Guidance by Context
To clarify expectations, guidance is organized by context: clinical, research, educational, and administrative users. Each group faces different risks and regulatory requirements.
Each context includes clear instructions on:
- Permissible data types
- Approved AI platforms
- Required review and approval processes
Instructions include direct links to university policies, including the HIPAA Privacy Policy, Data Classification Standard, and the Security Planning Assessment process.
Key rules will be clearly stated:
- Non-clinical tools must never be used with PHI or for clinical decision-making.
- Any AI tool not covered by this guidance must undergo a Security Planning Assessment.
- Use that violates this guidance may be considered a breach of university policy.
DTS AI Review Process
The YNHHS Digital and Technology Solutions (DTS) team manages the Enterprise Healthcare AI Governance review process for the use of clinical AI tools across both Health Sciences IT and YNHHS to ensure they meet clinical, privacy, and security standards. In collaboration with clinical leadership, DTS actively evaluates AI solutions (both chat-based and other platforms) for clinical use.
Users with access to Yale University resources should also follow University guidance when using AI tools and AI agents.
For clinical AI use case implementations, please submit a ticket.

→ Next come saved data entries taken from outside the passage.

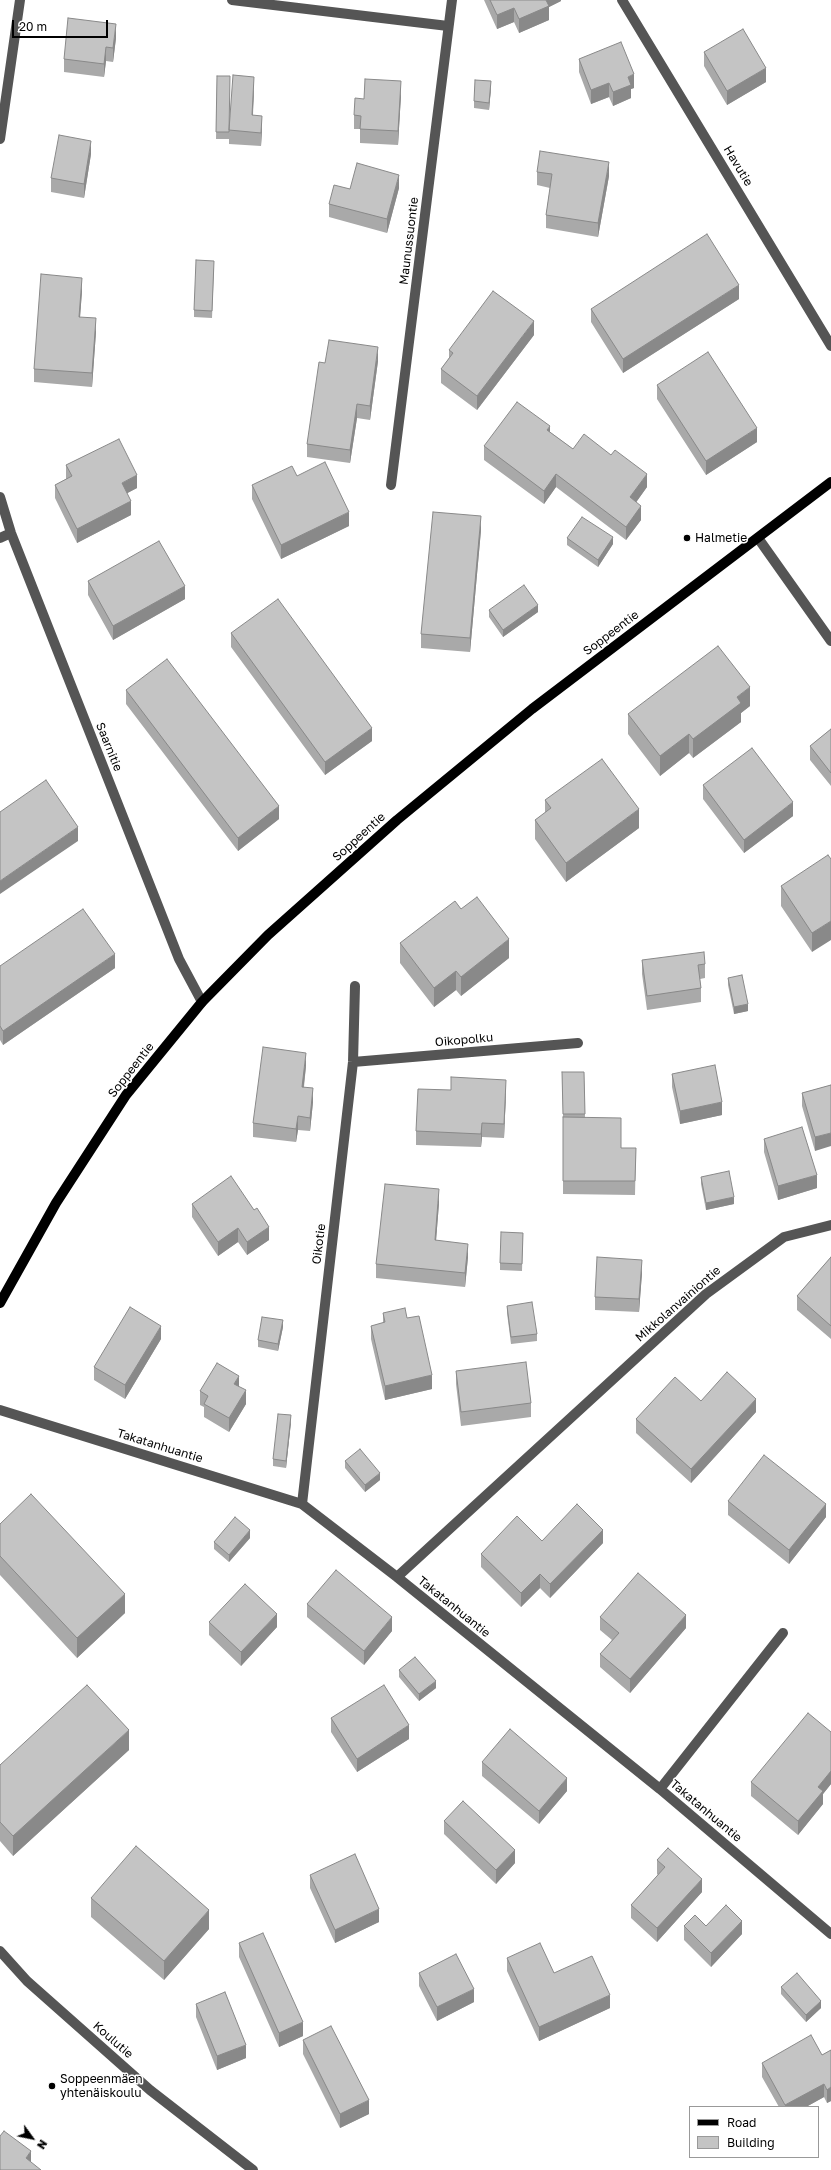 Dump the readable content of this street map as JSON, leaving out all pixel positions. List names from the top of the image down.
{
  "streets": {
    "main road": ["Soppeentie"],
    "street": [
      "Havutie",
      "Maunussuontie",
      "Saarnitie",
      "Oikopolku",
      "Oikotie",
      "Mikkolanvainiontie",
      "Takatanhuantie",
      "Koulutie"
    ]
  },
  "crossings": [
    ["Soppeentie", "Saarnitie"],
    ["Oikopolku", "Oikotie"],
    ["Oikotie", "Takatanhuantie"],
    ["Mikkolanvainiontie", "Takatanhuantie"]
  ],
  "places": ["Halmetie", "Soppeenmäen yhtenäiskoulu"],
  "legend": ["Road", "Building"],
  "scale_bar": "20 m",
  "north": "bottom right"
}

Incorporating AI Trust and Bias Frameworks
As part of this review process, DTS evaluates AI tools using established trust and bias mitigation processes derived from health system, government agency and professional society frameworks. The rapid development and integration of AI into clinical care, including predictive, generative, and emerging agentic tools, requires pragmatic, risk-proportionate approaches to the evaluation and monitoring of health care AI to ensure that AI adoption in health care is safe, effective, equitable, and sustainable, ultimately improving patient outcomes and supporting high-quality AI-enabled care. AI implementation includes local validation, bias assessment, and post-deployment monitoring. The evaluation addresses 3 phases: pre-deployment, implementation, and post-deployment, and 4 pragmatic guiding principles: strategic alignment, ethical evaluation, usefulness and effectiveness evaluation, and financial performance, to inform health system selection, validation, deployment, and actionable monitoring of AI tools.
By applying these frameworks during the approval process, the University and Health System help ensure that AI tools align with ethical standards and support safe, equitable use in sensitive health care and research settings.